De son côté, le patron du principal syndicat de chefs d'établissement, Philippe Vincent, a tweeté que les annonces "très lapidaires" d'Emmanuel Macron "sont d'évidence à détailler". 

Certains syndicats plus optimistes

La tâche va être rude pour le ministre de l'Éducation nationale Jean-Michel Blanquer, qui doit recevoir les représentants syndicaux lundi et mardi. Tous ne sont pas aussi pessimistes qu'Olivier Flipo. La secrétaire générale du SNES-FSU, Frédérique Rolet, a jugé sur France Info que le retour obligatoire à partir du 22 juin était une "bonne nouvelle". 

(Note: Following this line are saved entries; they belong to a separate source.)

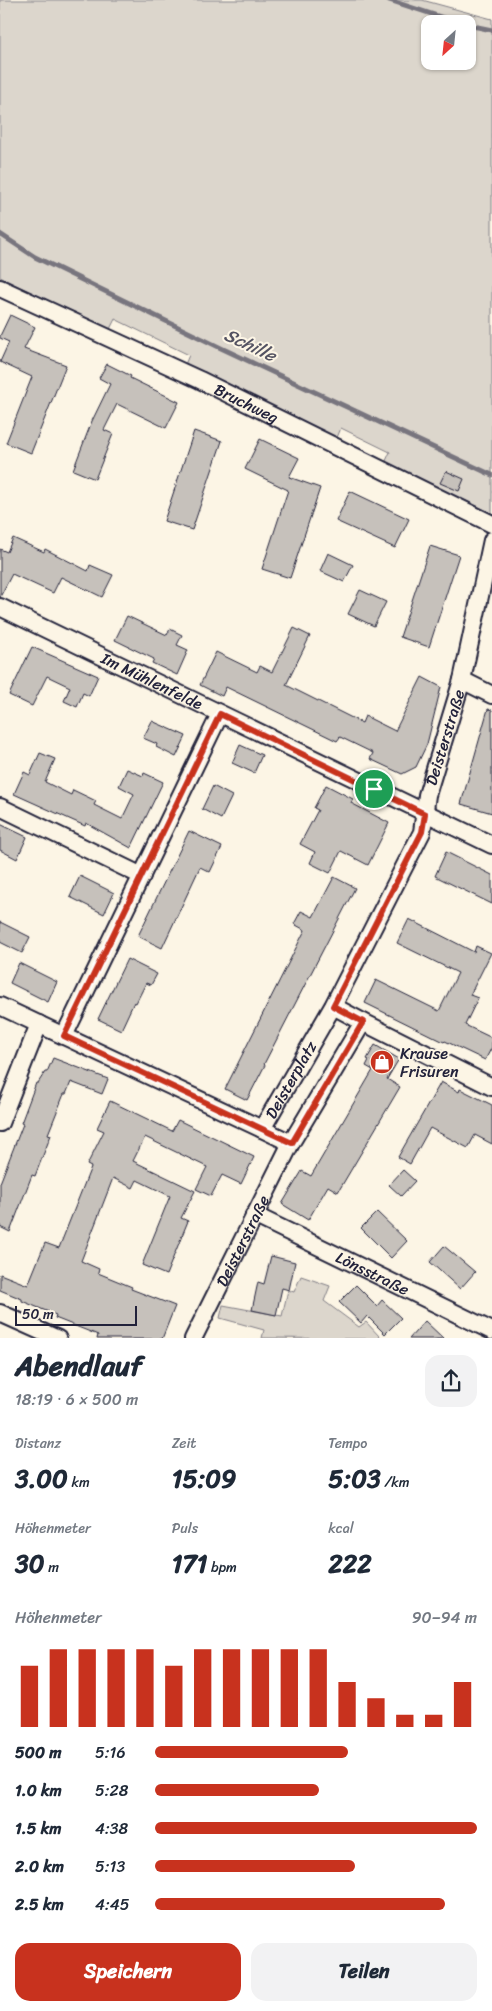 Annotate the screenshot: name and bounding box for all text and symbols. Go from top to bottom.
north arrow [421,15,476,70]
map controls [421,15,476,70]
water label: Schille [219,319,283,372]
street label: Bruchweg [209,375,284,432]
street label: Im Mühlenfelde [95,644,208,718]
street label: Deisterstraße [417,686,473,789]
pin [353,768,395,810]
icon: arrive [360,775,388,803]
street label: Deisterplatz [257,1035,325,1124]
place label: Krause Frisuren [400,1039,459,1086]
shop icon: Krause Frisuren [369,1049,395,1075]
street label: Deisterstraße [207,1190,278,1292]
street label: Lönsstraße [331,1243,414,1304]
text: 50 m [22,1302,54,1327]
scale bar [15,1304,138,1327]
text: Abendlauf [15,1341,142,1390]
button: share [425,1355,477,1407]
text: 18:19 · 6 × 500 m [15,1385,138,1414]
text: Distanz [15,1431,61,1456]
text: Zeit [172,1431,196,1456]
text: Tempo [328,1431,367,1456]
text: 3.00 [15,1456,68,1501]
text: 15:09 [172,1456,236,1501]
text: 5:03 [328,1456,381,1501]
text: km [68,1470,90,1495]
text: /km [381,1470,409,1495]
text: Höhenmeter [15,1516,91,1541]
text: Puls [172,1516,198,1541]
text: kcal [328,1516,354,1541]
text: 30 [15,1541,45,1586]
text: 171 [172,1541,207,1586]
text: 222 [328,1541,372,1586]
text: m [45,1555,59,1580]
text: bpm [207,1555,237,1580]
text: Höhenmeter [15,1603,101,1632]
text: 90–94 m [412,1603,477,1632]
text: 500 m [15,1738,61,1767]
text: 5:16 [95,1738,126,1767]
text: 1.0 km [15,1776,62,1805]
text: 5:28 [95,1776,129,1805]
text: 1.5 km [15,1814,61,1843]
text: 4:38 [95,1814,128,1843]
text: 2.0 km [15,1852,64,1881]
text: 5:13 [95,1852,125,1881]
text: 2.5 km [15,1890,64,1919]
text: 4:45 [95,1890,130,1919]
button: Speichern [15,1943,241,2001]
button: Teilen [251,1943,477,2001]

"On n'avait pas compris pourquoi l'école était devenue facultative pour certains jeunes", a-t-elle indiqué, espérant que cela mettrait "un terme à la campagne absolument odieuse" à l'égard des enseignants accusés de ne pas faire leur travail. 

Frédérique Rolet estime par ailleurs que ces dix jours de retour en classe permettront de "faire le point" sur ce que les décrocheurs "ont fait ou pas durant la période de confinement". Son homologue du SNUipp-FSU (principal syndicat d'enseignants dans les écoles), Francette Popineau, a elle aussi jugé "positif" le fait que l'école "redevienne obligatoire".

"On a une interrogation sur cette proposition de faire revenir tous les élèves car, si tous sont dans une classe, cela veut dire qu'on ne tient pas compte d'une distanciation physique", a-t-elle toutefois indiqué sur France Info. "On confond ce désir que nous avons tous de revenir à la normale avec le fait que nous avons un virus actif. Donc, souhaitons que nous ne commettions pas d'imprudence."